As to stocks, the early gains held until late morning, when sudden selling ensued after the President suggested he wanted to move forward with $200 billion in tariffs on goods from China. Ironically, it had been optimism surrounding renewed trade talks with that nation that had spearheaded the market's week-long advance until that point. Encouragingly, though, the setback in the equity market was fairly mild, with the large-cap indexes--the Dow, the S&P 500, and the NASDAQ--all easing just modestly into the red until mid-afternoon, while the smaller composites, which are less affected by trade developments, held onto nice gains.
All of this was against a backdrop that will feature the issuance of a wide array of business metrics in the new week, including data on housing starts (on Wednesday), the leading indicators (on Thursday), existing home sales (on Thursday), and bank loans and the rig count (on Friday). The housing reports will be most critical, as that sector has shown some retrenchment in recent months, perhaps on higher mortgage rates. Overall, however, much of the week again will be consumed with developments on the trade front as well as concerns ahead of the following week's FOMC meeting, where an interest rate increase is the general forecast.
The market would then proceed to rebound somewhat as the session drew to a close, with the Dow ending higher by nine points. The S&P 500 would wind up adding less than a point, while the NASDAQ, beset by selective weakness in technology, would lose a scant four points. However, the S&P Mid-Cap 400 and the small-cap Russell 2000 would close nicely higher, as rising stocks on the Big Board retained a slight advantage over losing issues.

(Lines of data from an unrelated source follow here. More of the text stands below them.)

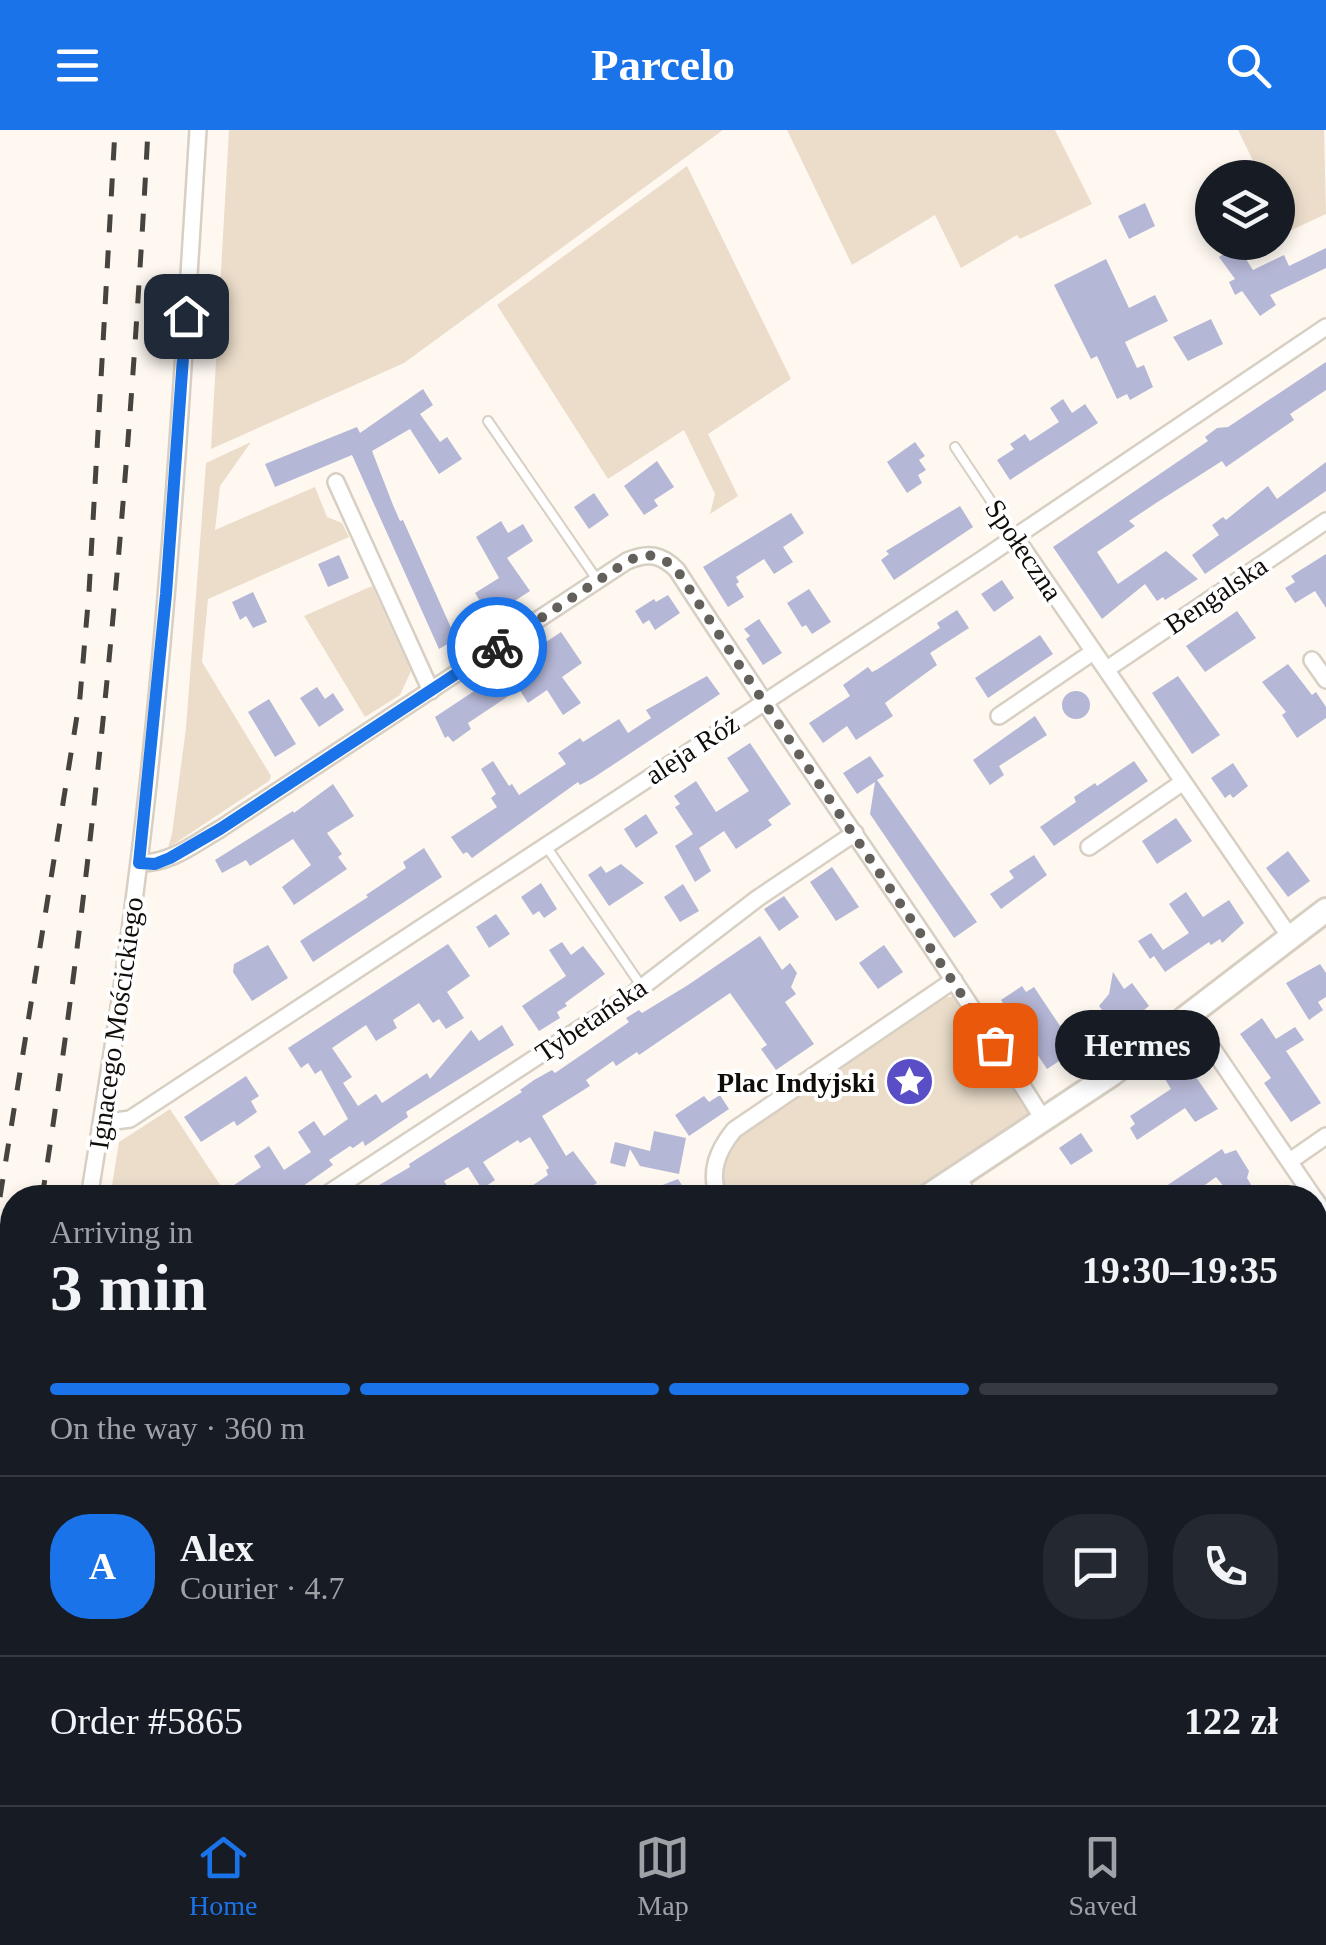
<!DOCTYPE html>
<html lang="en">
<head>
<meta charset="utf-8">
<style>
  :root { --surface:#171b24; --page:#242831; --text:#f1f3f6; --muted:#9ea1a6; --line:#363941; --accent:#1a73e8 }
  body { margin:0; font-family:Georgia,serif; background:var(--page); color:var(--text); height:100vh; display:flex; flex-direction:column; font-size:38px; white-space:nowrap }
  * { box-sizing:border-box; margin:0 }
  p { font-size:32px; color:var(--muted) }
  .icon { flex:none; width:55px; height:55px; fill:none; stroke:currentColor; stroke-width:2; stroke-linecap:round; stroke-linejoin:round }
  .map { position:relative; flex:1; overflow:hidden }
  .panel { position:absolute; left:0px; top:1055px; width:1328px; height:620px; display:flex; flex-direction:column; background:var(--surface); border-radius:40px 40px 0 0; box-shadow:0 5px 15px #0003 }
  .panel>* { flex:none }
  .fabs { position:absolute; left:1195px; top:30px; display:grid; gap:20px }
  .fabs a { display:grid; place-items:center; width:100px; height:100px; border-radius:50%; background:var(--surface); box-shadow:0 5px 15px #0003; font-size:50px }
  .pin { position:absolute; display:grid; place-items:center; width:85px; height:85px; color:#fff; margin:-42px; border-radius:20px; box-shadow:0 5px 15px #0006 }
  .courier { position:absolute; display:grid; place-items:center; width:100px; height:100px; margin:-50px; border:8px solid #1a73e8; border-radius:50%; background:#fff; color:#222; box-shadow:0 2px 12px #0007 }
  .bubble { position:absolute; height:70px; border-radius:35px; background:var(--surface); box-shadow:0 5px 15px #0003; font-size:32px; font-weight:600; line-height:70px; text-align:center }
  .headline em { font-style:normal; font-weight:600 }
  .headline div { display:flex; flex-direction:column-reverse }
  .headline { display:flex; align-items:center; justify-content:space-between; height:170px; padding:0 50px }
  h1 { font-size:65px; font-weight:600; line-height:75px }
  .bar { display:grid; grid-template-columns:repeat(4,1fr); gap:15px 10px; align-content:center; height:120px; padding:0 50px }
  .bar i { height:12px; border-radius:8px; background:var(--line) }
  .bar .current { background:var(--accent) }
  .bar p { grid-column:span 4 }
  .line { display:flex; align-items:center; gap:25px; padding:0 50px; border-top:2px solid var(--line) }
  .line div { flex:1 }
  .round { display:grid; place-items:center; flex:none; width:105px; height:105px; border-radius:40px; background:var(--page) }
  header { display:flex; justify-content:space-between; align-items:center; height:130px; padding:0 50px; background:var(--accent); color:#fff; font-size:45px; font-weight:600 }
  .dock { display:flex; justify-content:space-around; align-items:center; height:140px; border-top:2px solid var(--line); background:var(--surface); font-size:28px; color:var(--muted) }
  .dock a { display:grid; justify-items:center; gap:5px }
  .dock .current { color:var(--accent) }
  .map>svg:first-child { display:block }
  .green { fill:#ebddca }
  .building { fill:#b5b7d6 }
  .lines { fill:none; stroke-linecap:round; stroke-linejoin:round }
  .lane-casing { stroke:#d8cfc3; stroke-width:12 }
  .street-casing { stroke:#d8cfc3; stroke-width:20 }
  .secondary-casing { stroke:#d8cfc3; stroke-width:28 }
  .lane { stroke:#fff; stroke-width:8 }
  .street { stroke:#fff; stroke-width:15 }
  .secondary { stroke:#fff; stroke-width:22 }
  .rail { stroke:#47433f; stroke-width:5; stroke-dasharray:18 18; stroke-linecap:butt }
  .done { stroke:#635f5a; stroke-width:10; stroke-dasharray:0 18 }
  .route { stroke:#1a73e8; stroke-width:12 }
  .labels { text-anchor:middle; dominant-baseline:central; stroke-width:8; stroke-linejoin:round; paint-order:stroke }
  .street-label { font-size:28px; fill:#100d09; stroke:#fff }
  .poi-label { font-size:28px; font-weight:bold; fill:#100d09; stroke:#fff; text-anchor:end }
</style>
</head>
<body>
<header><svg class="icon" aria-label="menu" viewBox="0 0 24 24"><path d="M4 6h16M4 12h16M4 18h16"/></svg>Parcelo<svg class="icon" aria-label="search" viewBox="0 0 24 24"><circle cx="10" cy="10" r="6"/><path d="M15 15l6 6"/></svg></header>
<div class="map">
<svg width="1326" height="1675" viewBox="0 0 1326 1675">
  <rect width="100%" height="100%" fill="#fef8f1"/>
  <!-- green -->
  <path class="green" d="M229 0H723L404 233 211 319Z
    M787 0H1055L1092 74 1020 109 1017 105 961 138 935 85 852 135Z
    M1238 0H1324L1326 84 1287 102 1278 83V48L1261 47Z
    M687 36 791 249 708 304 738 366 710 384 715 364 684 300 608 349 497 175Z
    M251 312 220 356 215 400 315 357 327 387 342 393 349 407 208 469 202 532 271 646 269 651 168 718 172 704 186 598 206 333Z
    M372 456 411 541 400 565 365 587 304 486Z
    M954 866 1029 979 1027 991 913 1067H725C718 1042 726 1021 744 1002L941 868Z
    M170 979 228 1067 110 1068 119 1012Z
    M1326 1270V1656L1315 1643V1278Z
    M1028 1662 1035 1675H716L508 1663Z
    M413 1663H478L493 1671 569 1675H379Z
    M1300 1663 1310 1675H1049L1042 1663Z"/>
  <!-- building -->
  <path class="building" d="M1145 73 1155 96 1129 109 1118 86Z
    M1237 115 1253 140 1284 125 1289 136 1326 118V138L1270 165 1276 175 1260 186 1242 161 1235 165 1229 152 1235 149 1219 127Z
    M1106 129 1129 178 1155 165 1168 191 1125 212 1137 238 1144 235 1153 257 1130 270 1127 264 1117 269 1097 226 1091 229 1054 155Z
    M1211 189 1223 214 1188 231 1173 207Z
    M1326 232V260L1290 284 1294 290 1226 337 1222 331 1156 373 1129 391 1135 396 1097 422 1118 454 1166 421 1198 449 1165 470 1163 467 1157 471 1145 454 1102 489 1053 417 1208 311 1205 307 1217 298 1228 297Z
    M423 259 433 275 420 284 440 312 447 307 462 329 439 344 410 299 372 321 393 375 400 391 403 390 456 509 439 519 352 325 275 357 265 334 357 297 360 303Z
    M1063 269 1072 283 1085 274 1098 293 1010 350 997 330 1014 319 1010 314 1025 304 1030 311 1059 292 1050 278Z
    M915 312 925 326 919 330 926 340 918 345 922 353 907 363 887 332Z
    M657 331 674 357 654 370 658 376 644 385 624 356Z
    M1326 332V361L1205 444 1192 425 1219 405 1212 395 1223 387 1226 390 1268 356 1277 369Z
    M594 363 609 385 589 399 574 377Z
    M960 376 973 397 894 450 881 430 889 424 886 421Z
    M791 383 804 403 783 417 793 432 774 444 764 429 736 447 739 452 736 454 744 467 728 477 703 437Z
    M501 391 508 403 523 394 533 411 507 428 530 461 490 487 475 463 499 448 476 407Z
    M1326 424V478L1315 461 1295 473 1285 458 1295 452 1291 446Z
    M339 425 349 448 328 457 318 434Z
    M1002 450 1014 468 994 482 981 464Z
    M809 459 831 492 812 504 806 495 802 497 787 473Z
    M253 462 267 492 253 498 246 486 240 490 232 472Z
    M668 465 680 483 655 500 649 490 643 494 635 481 654 469 656 472Z
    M957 480 969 498 930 523 937 535 885 573 893 586 856 610 847 596 823 613 809 593 850 566 843 555 868 537 872 542 878 539 940 498 937 493Z
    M1237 481 1256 508 1205 542 1186 516Z
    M759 489 782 523 763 535 746 509 750 506 744 499Z
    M561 502 582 533 562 547 581 573 563 585 547 560 528 573 519 559 468 593 471 599 453 612 448 606 445 608 435 587 515 534 517 537 543 520 540 516Z
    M1040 505 1053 524 988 568 975 548Z
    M1288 534 1312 565 1316 562 1326 577V588L1297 608 1282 585 1286 582 1262 552Z
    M707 546 720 564 593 648 580 655 578 652 472 728 467 722 463 724 451 707 497 677 491 668 496 664 481 639 493 631 509 656 512 654 519 665 566 634 558 623 580 608 583 612 619 589 628 603 651 588 646 580Z
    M1178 546 1220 605 1192 624 1152 563Z
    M317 557 325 569 333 563 344 580 319 597 300 568Z
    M1062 575a14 14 0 1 1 28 0a14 14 0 1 1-28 0Z
    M269 569 296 614 275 627 248 582Z
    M1035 586 1047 605 999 636 1004 645 990 655 973 630Z
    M750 613 791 674 768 690 772 695 736 719 724 701 699 718 711 741 695 752 675 716 693 704 675 677 680 674 674 666 696 651 716 682 749 661 727 628Z
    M870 626 884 646 877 650 977 792 954 808 870 684 875 652 857 664 843 643Z
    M1134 631 1148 651 1054 716 1040 697 1076 672 1074 667 1095 653 1097 656Z
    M1233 633 1248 656 1233 668 1230 664 1225 668 1211 648Z
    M333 654 354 686 327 703 342 724 338 727 347 739 294 775 282 757 311 735 293 709 250 736 246 730 222 743 215 730 293 681 294 683Z
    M646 684 658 703 636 718 624 699Z
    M1176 688 1192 711 1157 734 1142 711Z
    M424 718 442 747 313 832 300 811 368 767 366 765 406 738 403 732Z
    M1288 721 1310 751 1288 767 1266 738Z
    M1034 725 1047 745 1001 779 990 764 1014 748 1009 741Z
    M621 734 644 753 609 776 588 745 601 736 606 743Z
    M832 737 859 777 836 791 810 752Z
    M541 753 557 779 544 788 539 781 533 785 521 767Z
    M683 754 699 781 680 792 664 767Z
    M1186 762 1203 787 1229 770 1244 793 1222 813 1220 809 1211 815 1209 812 1165 842 1154 826 1150 829 1138 811 1151 803 1163 820 1157 824 1189 803 1169 774Z
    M784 766 799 787 779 801 764 779Z
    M496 784 510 804 489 818 476 797Z
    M760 806 782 840 790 833 797 843 791 857 796 864 785 872 814 914 776 940 761 919 767 915 730 863 639 925 637 922 616 936 613 931 586 950 590 956 542 986 566 1026 573 1021 597 1053 574 1068H514L548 1045 546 1040 549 1038 530 1007 520 1013 518 1010 483 1032 495 1050 482 1059 468 1037 444 1051 454 1068H357L410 1037 409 1034 522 962 520 960 534 950 552 940 555 943 590 919 629 892 626 888 639 880 642 883 688 855Z
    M562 812 571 825 583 816 605 844 565 873 567 876 557 882 560 888 539 901 522 876 566 846 549 820Z
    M448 814 470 846 447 862 464 888 446 899 439 889 433 893 419 873 393 890 397 898 376 911 366 895 332 918 352 947 343 953 358 976 376 964 382 973 427 943 430 949 471 900 479 911 502 895 514 915 406 982 408 987 365 1016 363 1011 353 1018 350 1016 329 1030 333 1035 286 1068H215L261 1037 254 1026 269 1016 284 1040 311 1022 298 1002 314 991 324 1006 348 989 321 940 315 944 308 933 301 938 288 918Z
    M268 815 288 848 252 871 233 842 234 834Z
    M884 815 903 842 878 859 859 833Z
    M1320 834 1326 843V867L1318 872 1323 880 1309 890 1286 853Z
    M1113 842 1124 859 1132 853 1149 876 1129 892 1125 886 1114 895 1099 876 1109 864Z
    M1022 856 1026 862 1034 857 1076 920 1047 939 1001 870Z
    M1262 888 1276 909 1295 897 1304 910 1286 921 1321 973 1291 992 1264 953 1271 948 1240 904Z
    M1185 931 1218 979 1195 992 1185 978 1137 1010 1130 998 1135 994 1130 986 1171 959 1165 949 1168 947 1166 943Z
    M246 946 259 966 251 971 257 982 237 996 234 991 201 1012 184 987Z
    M720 965 729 979 689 1006 675 985 704 966 709 972Z
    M654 1001 686 1008 679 1044 640 1036 630 1019 625 1037 610 1033 615 1012 650 1021Z
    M1081 1003 1093 1021 1071 1035 1059 1018Z
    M1222 1019 1225 1024 1236 1020 1249 1041 1247 1048 1259 1068H1233L1216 1047 1187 1068H1148Z
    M678 1049 690 1068H633L632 1067Z"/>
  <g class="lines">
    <defs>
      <path id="lane" d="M488 291 598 451
        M955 317 1015 407
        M546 716 642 857
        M962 1048 975 1068
        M1315 1268 1326 1261"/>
      <path id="street" d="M336 352 431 561
        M1015 407 1290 807
        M1312 530 1326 550
        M1107 539 1326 391
        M999 586 1093 522
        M1089 717 1183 652
        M139 733C170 734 194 714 220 699L627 431C648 422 661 424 677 440 796 625 927 802 1043 989
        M1189 884 1314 1068
        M101 993 130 989 981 430 1326 197
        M1290 1031 1326 1006
        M89 1068C113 921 136 774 151 626 173 418 185 209 198 0
        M321 1068 633 864 758 768 855 703
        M719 1068C708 1042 718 1020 734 1000L954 850
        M1315 1069 1326 1086
        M0 1611 12 1532
        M355 1662 359 1675
        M1313 1662 1326 1675"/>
      <path id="secondary" d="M925 1068 1112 944 1326 780
        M0 1661 19 1662
        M48 1662 52 1675"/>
    </defs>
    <!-- lane casing -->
    <use href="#lane" class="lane-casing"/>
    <!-- street casing -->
    <use href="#street" class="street-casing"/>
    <!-- secondary casing -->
    <use href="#secondary" class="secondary-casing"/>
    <!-- lane -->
    <use href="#lane" class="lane"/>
    <!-- street -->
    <use href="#street" class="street"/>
    <!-- secondary -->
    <use href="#secondary" class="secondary"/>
    <!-- rail -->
    <path class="rail" d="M0 1067 80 567 89 462 115 0
      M42 1068C97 713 129 358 148 0
      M0 1328 12 1251
      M0 1395 12 1319"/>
  </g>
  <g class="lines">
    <!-- done -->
    <path class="done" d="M497 517 628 431C648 421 661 425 677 440 780 600 890 756 995 915"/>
    <!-- route -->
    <path class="route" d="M186 186 166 464 139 733 155 734 170 728 220 699 497 517"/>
  </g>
  <!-- icons -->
  <defs>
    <symbol id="sight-disc" viewBox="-11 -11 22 22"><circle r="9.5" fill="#594ec6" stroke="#fff"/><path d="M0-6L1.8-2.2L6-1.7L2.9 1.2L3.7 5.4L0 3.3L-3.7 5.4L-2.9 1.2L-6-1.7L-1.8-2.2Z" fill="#fff"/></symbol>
  </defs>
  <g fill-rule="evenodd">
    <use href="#sight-disc" x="882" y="924" width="55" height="55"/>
  </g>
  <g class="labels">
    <!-- street labels -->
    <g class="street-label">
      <text transform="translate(1024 420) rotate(56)">Społeczna</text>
      <text transform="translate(1216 465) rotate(-34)">Bengalska</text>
      <text transform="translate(692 619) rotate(-33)">aleja Róż</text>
      <text transform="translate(591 890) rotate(-34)">Tybetańska</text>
      <text transform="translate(116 893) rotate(-82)">Ignacego Mościckiego</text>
    </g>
    <!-- poi labels -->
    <g class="poi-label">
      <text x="875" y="952">Plac Indyjski</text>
    </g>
  </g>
</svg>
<div class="fabs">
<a><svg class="icon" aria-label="layers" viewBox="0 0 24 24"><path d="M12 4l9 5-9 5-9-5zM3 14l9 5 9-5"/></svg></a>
</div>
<div class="pin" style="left:995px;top:915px;background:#ea580c"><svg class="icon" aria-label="bag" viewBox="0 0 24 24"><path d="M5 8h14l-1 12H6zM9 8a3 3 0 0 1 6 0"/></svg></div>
<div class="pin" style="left:186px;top:186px;background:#1f2937"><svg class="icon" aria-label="home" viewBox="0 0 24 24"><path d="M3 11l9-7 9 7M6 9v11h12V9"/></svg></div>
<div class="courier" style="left:497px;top:517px"><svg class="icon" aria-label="bike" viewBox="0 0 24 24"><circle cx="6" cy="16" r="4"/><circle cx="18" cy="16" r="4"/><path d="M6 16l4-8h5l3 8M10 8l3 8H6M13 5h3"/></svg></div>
<div class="bubble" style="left:1055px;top:880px;width:165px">Hermes</div>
<section class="panel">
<div class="headline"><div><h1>3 min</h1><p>Arriving in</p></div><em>19:30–19:35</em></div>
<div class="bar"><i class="current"></i><i class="current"></i><i class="current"></i><i></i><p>On the way · 360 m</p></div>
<div class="line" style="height:180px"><b class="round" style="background:var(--accent);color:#fff">A</b><div><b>Alex</b><p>Courier · 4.7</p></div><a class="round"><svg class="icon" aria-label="chat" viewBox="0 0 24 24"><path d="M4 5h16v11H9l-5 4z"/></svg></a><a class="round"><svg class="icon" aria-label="phone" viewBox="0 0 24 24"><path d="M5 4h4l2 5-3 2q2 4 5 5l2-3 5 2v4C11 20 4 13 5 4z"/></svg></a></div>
<div class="line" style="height:130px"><div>Order #5865</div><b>122 zł</b></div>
</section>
</div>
<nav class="dock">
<a class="current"><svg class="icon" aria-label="home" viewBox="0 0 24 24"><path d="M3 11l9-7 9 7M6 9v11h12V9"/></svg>Home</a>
<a><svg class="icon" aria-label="map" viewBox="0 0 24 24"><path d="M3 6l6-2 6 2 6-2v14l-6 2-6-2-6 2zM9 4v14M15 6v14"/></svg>Map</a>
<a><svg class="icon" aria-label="saved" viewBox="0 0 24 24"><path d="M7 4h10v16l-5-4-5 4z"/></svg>Saved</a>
</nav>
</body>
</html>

Gaining and declining sectors, meantime, were fairly evenly split with the industrial and the basic materials groups leading the advancing sectors, while the telecom and utility groups brought up the rear.
Looking ahead to a new week now and, no doubt, to more trade developments, we see that stocks opened the week with modest losses in Asia overnight, while in Europe, the principal bourses are now pointing lower, as well. Elsewhere, yields on the 10-year Treasury note, which ended last week at 2.99%, are passing hands at 3.01% at this time. Also, oil prices are showing early modest gains and U.S. equity futures are suggesting a somewhat weaker opening when trading resumes this morning.
– Harvey S. Katz, CFA
At the time of this article’s writing, the author did not have positions in any of the companies mentioned.